Veillée d’armes avant le 11 mai. Faisons le point calmement.

Le ministre : Bien, je vous remercie d’être tous là pour cette veillée d’armes. Demain sera un jour glorieux pour la France, pour les platanes et pour moi.
Le conseiller 1 : Vous êtes Napoléon avant Austerlitz.
Le conseiller 2 : Vous êtes le duc d’Enghien avant Rocroi.
Le conseiller 3 : Vous êtes Hannibal avant la traversée des Alpes.
Blandine : Vous êtes Grouchy avant Waterloo…
Le ministre : Vous êtes toujours là, vous ? Elle n’est toujours pas revenue, Madeleine ?
Blandine : Non. Mettre au monde deux jumeaux un mois après terme, c’est chaud.
Le ministre : Elle revient quand alors ?
Blandine : Demain…
Le ministre : Quand je vous disais que demain serait un jour extraordinaire !
Le directeur de cabinet : Donc, au menu de cette dernière réunion, mise au point générale puis communication aux familles et aux élèves.
Blandine : Et aux profs ?
Le ministre : S’ils n’ont pas acheté aujourd’hui le JDD, le Parisien, le Monde, Rustica et Tatoo-Magazine, je ne peux rien faire pour eux.
Le directeur de cabinet : On pourrait peut-être leur envoyer un récapitulatif ce soir vers 22 heures.
Le conseiller 1 : Inutile ! Ils n’auraient pas le temps de le lire.
Le conseiller 2 : Même en cent ans, ils n’auraient pas le temps de le mettre en pratique.

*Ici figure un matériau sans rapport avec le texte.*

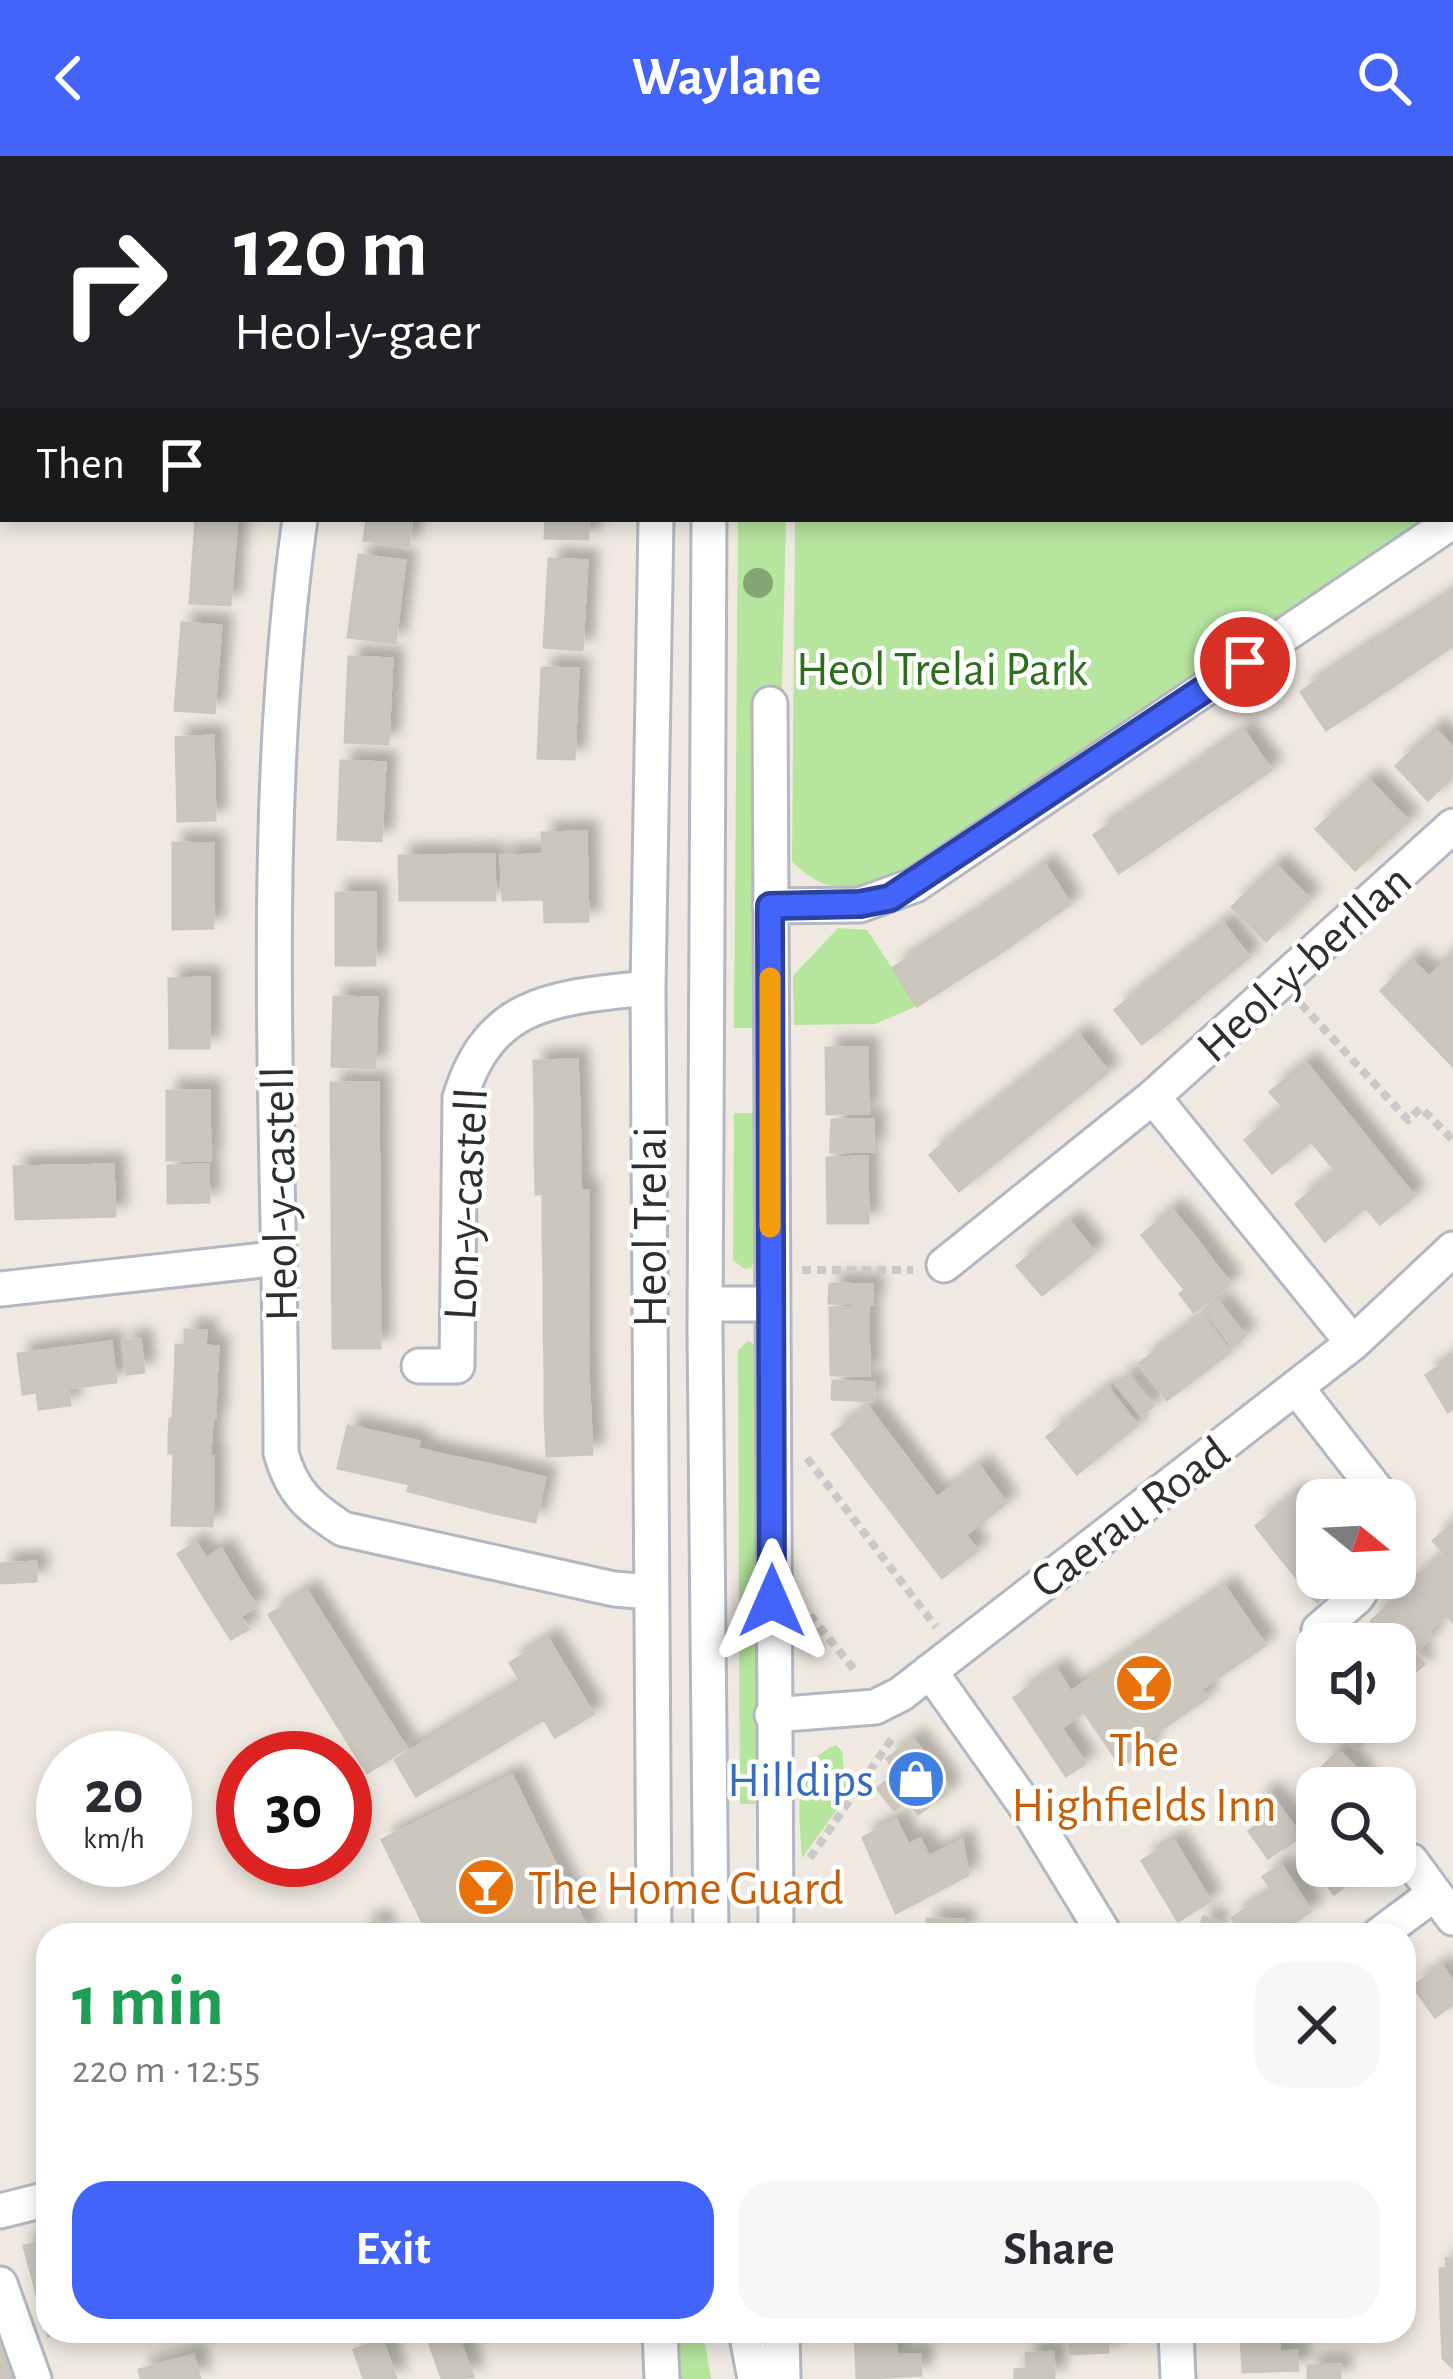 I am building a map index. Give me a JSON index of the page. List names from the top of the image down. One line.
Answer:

Le conseiller 3 : Ils n’auraient plus d’encre pour l’imprimer.
Le ministre : Ils auraient surtout la flemme de le lire !
Le directeur de cabinet : C’est évident. A cette heure-là, ils sont devant le film, ces feignasses !
Le ministre : Parce que je sais qu’ils ont décidé de me pourrir cette reprise…
Blandine : Ce n’est pas une reprise.
Le ministre : Oui, cette rentrée…
Blandine : Ce n’est pas une rentrée.
Le ministre : C’est quoi alors ?
Le conseiller 1 : Une rentrise ?
Le conseiller 2 : Une reptrée !
Le conseiller 3 : Joker !
Blandine : C’est un retour en classe… Bon sang ! Les mots ont un sens.
Le ministre : Oui, mais uniquement quand ça nous arrange.
Le conseiller 4 : Vous ne devez pas tomber dans la véhémence. Ce n’est pas bon pour vous.
Le conseiller 1 : Qui c’est lui ?
Le ministre : Une personne que vous n’avez encore jamais rencontrée mais qui m’accompagne depuis un mois.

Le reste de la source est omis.